● Prompt
All of the data below should be written out again exactly.

● Collected data
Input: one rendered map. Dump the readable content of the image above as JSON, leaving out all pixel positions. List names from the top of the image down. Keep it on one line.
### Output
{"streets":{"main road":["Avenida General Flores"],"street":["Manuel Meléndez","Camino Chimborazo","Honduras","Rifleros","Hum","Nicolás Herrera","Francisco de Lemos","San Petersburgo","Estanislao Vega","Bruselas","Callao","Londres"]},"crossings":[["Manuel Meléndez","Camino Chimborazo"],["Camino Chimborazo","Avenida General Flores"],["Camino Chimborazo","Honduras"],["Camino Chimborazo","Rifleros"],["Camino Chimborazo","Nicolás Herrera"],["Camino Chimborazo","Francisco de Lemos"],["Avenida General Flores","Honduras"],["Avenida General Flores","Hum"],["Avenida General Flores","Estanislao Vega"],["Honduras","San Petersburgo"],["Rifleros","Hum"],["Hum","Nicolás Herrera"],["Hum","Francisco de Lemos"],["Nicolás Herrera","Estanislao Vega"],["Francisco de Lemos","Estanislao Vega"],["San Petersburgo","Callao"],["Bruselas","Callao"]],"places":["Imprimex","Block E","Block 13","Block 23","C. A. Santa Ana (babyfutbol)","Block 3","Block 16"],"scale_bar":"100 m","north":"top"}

● Answer area
Input: one rendered map. Dump the readable content of the image above as JSON, leaving out all pixel positions. List names from the top of the image down. Keep it on one line.
### Output
{"streets":{"main road":["Avenida General Flores"],"street":["Manuel Meléndez","Camino Chimborazo","Honduras","Rifleros","Hum","Nicolás Herrera","Francisco de Lemos","San Petersburgo","Estanislao Vega","Bruselas","Callao","Londres"]},"crossings":[["Manuel Meléndez","Camino Chimborazo"],["Camino Chimborazo","Avenida General Flores"],["Camino Chimborazo","Honduras"],["Camino Chimborazo","Rifleros"],["Camino Chimborazo","Nicolás Herrera"],["Camino Chimborazo","Francisco de Lemos"],["Avenida General Flores","Honduras"],["Avenida General Flores","Hum"],["Avenida General Flores","Estanislao Vega"],["Honduras","San Petersburgo"],["Rifleros","Hum"],["Hum","Nicolás Herrera"],["Hum","Francisco de Lemos"],["Nicolás Herrera","Estanislao Vega"],["Francisco de Lemos","Estanislao Vega"],["San Petersburgo","Callao"],["Bruselas","Callao"]],"places":["Imprimex","Block E","Block 13","Block 23","C. A. Santa Ana (babyfutbol)","Block 3","Block 16"],"scale_bar":"100 m","north":"top"}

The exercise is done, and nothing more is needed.